■ ABOUT THIS EXERCISE
The lines from the top of the material below through the line containing "0 #9b9587) drop-shadow(-2px" are to be printed exactly, with pictures omitted.
═══ RECORDS FOR THIS TASK
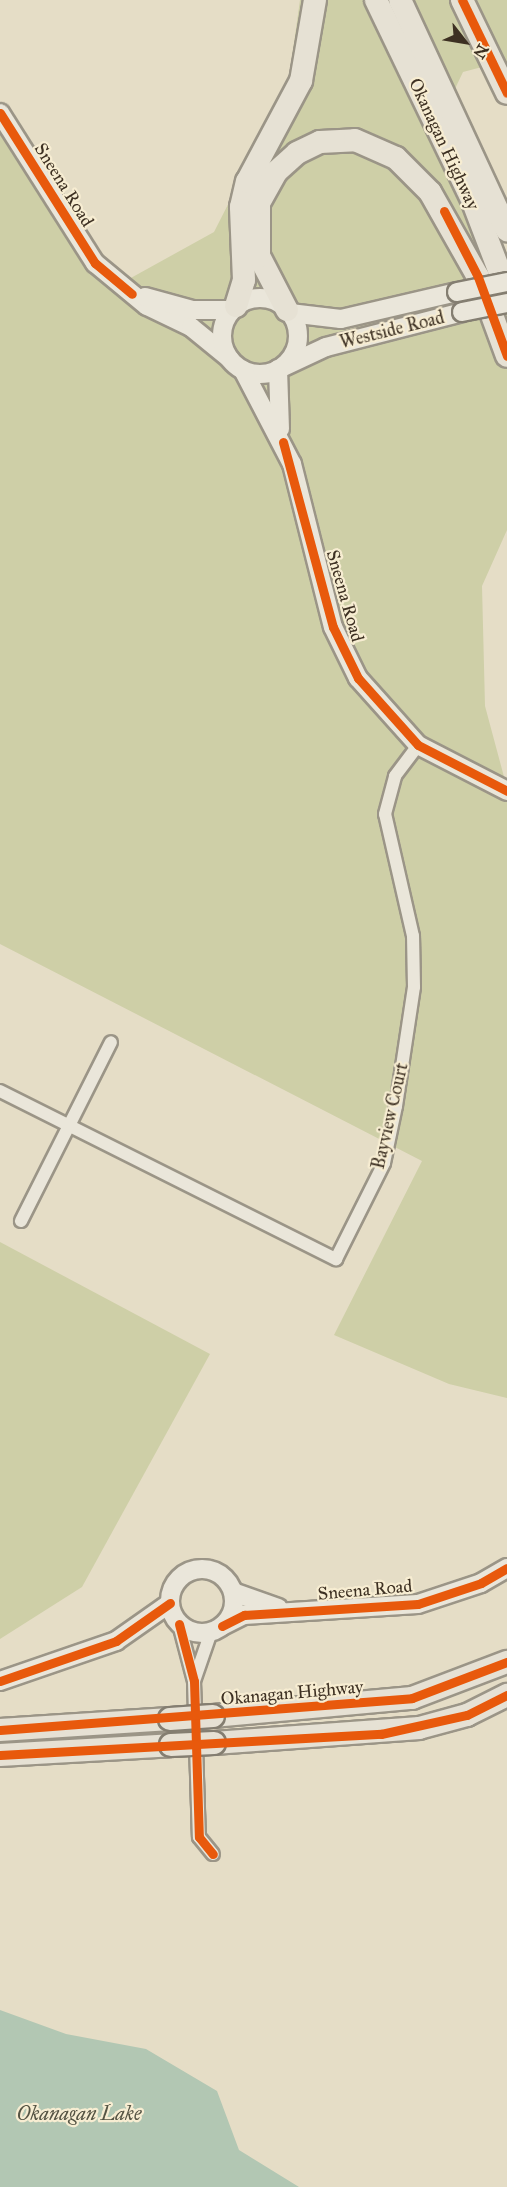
<!DOCTYPE html>
<style>
body{margin:0}
#map{position:relative;width:507px;height:2187px;overflow:hidden;background:#e5ddc6;font-family:"IM FELL Great Primer",serif}
div>[style]{position:absolute}
.green>*{inset:0;background:#cecfa7}
.water>*{inset:0;background:#b2c7b3}
.roads{filter:drop-shadow(2px 0 #9b9587) drop-shadow(-2px 0 #9b9587) drop-shadow(0 2px #9b9587) drop-shadow(0 -2px #9b9587)}
.street>*{height:12px;margin:-6px;padding:0 6px;transform-origin:6px;border-radius:6px;background:#eae6da}
.secondary>*{height:18px;margin:-9px;padding:0 9px;transform-origin:9px;border-radius:9px;background:#eae6da}
.secondary>.ring{margin:-9px;padding:0;box-sizing:content-box;background:none;border:18px solid #eae6da;border-radius:50%}
.highway>*{height:22px;margin:-11px;padding:0 11px;transform-origin:11px;border-radius:11px;background:#e6e1d4}
.bridges{filter:drop-shadow(2px 0 #847e71) drop-shadow(-2px 0 #847e71) drop-shadow(0 2px #847e71) drop-shadow(0 -2px #847e71)}
.secondary-bridge>*{height:18px;margin:-9px;padding:0 9px;transform-origin:9px;border-radius:9px;background:#eae6da}
.highway-bridge>*{height:22px;margin:-11px;padding:0 11px;transform-origin:11px;border-radius:11px;background:#e6e1d4}
.cycleway>*{height:9px;margin:-4.5px;padding:0 4.5px;transform-origin:4.5px;border-radius:4.5px;background:#e8590c}
span{translate:-50% -50%;white-space:nowrap;text-align:center;line-height:1.15;-webkit-text-stroke:4.5px #f7edd2;paint-order:stroke}
.street-label{font-size:18px;color:#3d3022}
.water-label{font-size:20px;color:#555444;font-style:italic}
.north{position:absolute;left:435px;top:12px;width:60px;height:60px;-webkit-text-stroke:4px #f7edd2;paint-order:stroke;rotate:121deg;font-size:16px;font-weight:700;line-height:24px;text-align:center;color:#3d3022}
.north::after{content:'';display:block;margin:auto;width:21px;height:27px;background:#3d3022;clip-path:polygon(50% 0,100% 100%,50% 72%,0 100%)}
</style>
<div id="map">
<div class="green">
<i style="clip-path:polygon(300px 0,507px 0,507px 78px,482px 67px,463px 72px,453px 93px,507px 300px,507px 530px,482px 586px,485px 706px,507px 788px,507px 1398px,449px 1384px,334px 1335px,422px 1161px,0 944px,0 108px,100px 254px,129px 279px,214px 232px,288px 86px)"></i>
<i style="clip-path:polygon(0 1242px,210px 1354px,82px 1587px,0 1639px)"></i>
</div>
<div class="water">
<i style="clip-path:polygon(0 2010px,66px 2034px,146px 2049px,217px 2091px,239px 2150px,299px 2187px,0 2187px)"></i>
</div>
<div class="roads">
<div class="street">
<i style="left:0;top:1091px;width:376px;rotate:26.6deg"></i>
<i style="left:336px;top:1259px;width:107px;rotate:-63.4deg"></i>
<i style="left:384px;top:1163px;width:58px;rotate:-78.1deg"></i>
<i style="left:396px;top:1106px;width:120px;rotate:-81.4deg"></i>
<i style="left:414px;top:987px;width:51px;rotate:-91.1deg"></i>
<i style="left:413px;top:936px;width:125px;rotate:-102.9deg"></i>
<i style="left:385px;top:814px;width:39px;rotate:-75deg"></i>
<i style="left:395px;top:776px;width:39px;rotate:-53deg"></i>
<i style="left:21px;top:1221px;width:200px;rotate:-63.3deg"></i>
<i style="left:179px;top:1624px;width:59px;rotate:75.3deg"></i>
<i style="left:194px;top:1681px;width:156px;rotate:88.2deg"></i>
<i style="left:199px;top:1837px;width:22px;rotate:51deg"></i>
<i style="left:194px;top:1681px;width:52px;rotate:-70.9deg"></i>
</div>
<div class="secondary">
<i style="left:0;top:113px;width:178px;rotate:57.7deg"></i>
<i style="left:95px;top:263px;width:67px;rotate:39.6deg"></i>
<i style="left:147px;top:306px;width:49px;rotate:25.5deg"></i>
<i style="left:191px;top:327px;width:49px;rotate:39.2deg"></i>
<i style="left:145px;top:297px;width:50px;rotate:15.2deg"></i>
<i style="left:193px;top:310px;width:39px"></i>
<i class="ring" style="left:222px;top:298px;width:58px;height:58px"></i>
<i style="left:290px;top:313px;width:51px;rotate:6.7deg"></i>
<i style="left:341px;top:319px;width:119px;rotate:-13.1deg"></i>
<i style="left:283px;top:367px;width:47px;rotate:-24.9deg"></i>
<i style="left:326px;top:347px;width:140px;rotate:-14.4deg"></i>
<i style="left:278px;top:369px;width:60px;rotate:88.1deg"></i>
<i style="left:243px;top:370px;width:106px;rotate:62.5deg"></i>
<i style="left:292px;top:464px;width:168px;rotate:75.9deg"></i>
<i style="left:333px;top:627px;width:57px;rotate:63.9deg"></i>
<i style="left:358px;top:678px;width:90px;rotate:48.2deg"></i>
<i style="left:418px;top:745px;width:100px;rotate:27.3deg"></i>
<i class="ring" style="left:170px;top:1569px;width:46px;height:46px"></i>
<i style="left:233px;top:1592px;width:48px;rotate:19.6deg"></i>
<i style="left:222px;top:1626px;width:25px;rotate:-27deg"></i>
<i style="left:244px;top:1615px;width:174px;rotate:-3.6deg"></i>
<i style="left:418px;top:1604px;width:66px;rotate:-18.4deg"></i>
<i style="left:481px;top:1583px;width:30px;rotate:-30deg"></i>
<i style="left:0;top:1681px;width:123px;rotate:-19deg"></i>
<i style="left:116px;top:1641px;width:66px;rotate:-35.1deg"></i>
</div>
<div class="highway">
<i style="left:376px;top:0;width:224px;rotate:64.3deg"></i>
<i style="left:473px;top:202px;width:95px;rotate:69.1deg"></i>
<i style="left:400px;top:0;width:254px;rotate:65.1deg"></i>
<i style="left:462px;top:0;width:103px;rotate:64.2deg"></i>
<i style="left:236px;top:306px;width:27px;rotate:-73deg"></i>
<i style="left:244px;top:280px;width:73px;rotate:-92.4deg"></i>
<i style="left:241px;top:207px;width:26px;rotate:-77deg"></i>
<i style="left:247px;top:182px;width:115px;rotate:-61.9deg"></i>
<i style="left:301px;top:81px;width:82px;rotate:-80.2deg"></i>
<i style="left:287px;top:310px;width:61px;rotate:-117.4deg"></i>
<i style="left:259px;top:256px;width:53px;rotate:-90deg"></i>
<i style="left:259px;top:203px;width:35px;rotate:-61deg"></i>
<i style="left:276px;top:172px;width:28px;rotate:-42deg"></i>
<i style="left:297px;top:153px;width:25px;rotate:-26deg"></i>
<i style="left:320px;top:142px;width:35px;rotate:-3deg"></i>
<i style="left:355px;top:140px;width:45px;rotate:23.7deg"></i>
<i style="left:396px;top:158px;width:48px;rotate:45deg"></i>
<i style="left:430px;top:192px;width:98px;rotate:60.5deg"></i>
<i style="left:478px;top:277px;width:84px;rotate:69.8deg"></i>
<i style="left:213px;top:1716px;width:200px;rotate:-5.2deg"></i>
<i style="left:412px;top:1698px;width:102px;rotate:-20.8deg"></i>
<i style="left:0;top:1730px;width:170px;rotate:-3.7deg"></i>
<i style="left:214px;top:1743px;width:206px;rotate:-4.2deg"></i>
<i style="left:419px;top:1728px;width:50px;rotate:-15.2deg"></i>
<i style="left:467px;top:1715px;width:45px;rotate:-26.6deg"></i>
<i style="left:0;top:1755px;width:171px;rotate:-3.3deg"></i>
</div>
</div>
<div class="bridges">
<div class="secondary-bridge">
<i style="left:457px;top:292px;width:51px;rotate:-11.3deg"></i>
<i style="left:462px;top:312px;width:46px;rotate:-11.3deg"></i>
</div>
<div class="highway-bridge">
<i style="left:170px;top:1719px;width:43px;rotate:-4deg"></i>
<i style="left:171px;top:1745px;width:43px;rotate:-2.7deg"></i>
</div>
</div>
<div class="cycleway">
<i style="left:462px;top:0;width:103px;rotate:64.2deg"></i>
<i style="left:0;top:113px;width:178px;rotate:57.7deg"></i>
<i style="left:95px;top:263px;width:48px;rotate:40deg"></i>
<i style="left:444px;top:211px;width:74px;rotate:62.7deg"></i>
<i style="left:478px;top:277px;width:84px;rotate:69.8deg"></i>
<i style="left:283px;top:442px;width:192px;rotate:74.9deg"></i>
<i style="left:333px;top:627px;width:57px;rotate:63.9deg"></i>
<i style="left:358px;top:678px;width:90px;rotate:48.2deg"></i>
<i style="left:418px;top:745px;width:100px;rotate:27.3deg"></i>
<i style="left:179px;top:1624px;width:59px;rotate:75.3deg"></i>
<i style="left:194px;top:1681px;width:156px;rotate:88.2deg"></i>
<i style="left:199px;top:1837px;width:22px;rotate:51deg"></i>
<i style="left:222px;top:1626px;width:25px;rotate:-27deg"></i>
<i style="left:244px;top:1615px;width:174px;rotate:-3.6deg"></i>
<i style="left:418px;top:1604px;width:66px;rotate:-18.4deg"></i>
<i style="left:481px;top:1583px;width:30px;rotate:-30deg"></i>
<i style="left:0;top:1681px;width:123px;rotate:-19deg"></i>
<i style="left:116px;top:1641px;width:66px;rotate:-35.1deg"></i>
<i style="left:0;top:1730px;width:413px;rotate:-4.4deg"></i>
<i style="left:412px;top:1698px;width:102px;rotate:-20.8deg"></i>
<i style="left:0;top:1755px;width:382px;rotate:-3.2deg"></i>
<i style="left:381px;top:1734px;width:88px;rotate:-12.5deg"></i>
<i style="left:467px;top:1715px;width:45px;rotate:-26.6deg"></i>
</div>
<div class="street-label">
<span style="left:444px;top:144px;rotate:65deg">Okanagan Highway</span>
<span style="left:64px;top:185px;rotate:58deg">Sneena Road</span>
<span style="left:392px;top:330px;rotate:-14deg">Westside Road</span>
<span style="left:345px;top:596px;rotate:74deg">Sneena Road</span>
<span style="left:390px;top:1116px;rotate:-77deg">Bayview Court</span>
<span style="left:365px;top:1590px;rotate:-5deg">Sneena Road</span>
<span style="left:292px;top:1693px;rotate:-5deg">Okanagan Highway</span>
</div>
<div class="water-label">
<span style="left:79px;top:2113px">Okanagan Lake</span>
</div>
<div class="north">N</div>
</div>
══════
■ RESPONSE FOR THIS EXERCISE
<!DOCTYPE html>
<style>
body{margin:0}
#map{position:relative;width:507px;height:2187px;overflow:hidden;background:#e5ddc6;font-family:"IM FELL Great Primer",serif}
div>[style]{position:absolute}
.green>*{inset:0;background:#cecfa7}
.water>*{inset:0;background:#b2c7b3}
.roads{filter:drop-shadow(2px 0 #9b9587) drop-shadow(-2px 0 #9b9587) drop-shadow(0 2px #9b9587) drop-shadow(0 -2px #9b9587)}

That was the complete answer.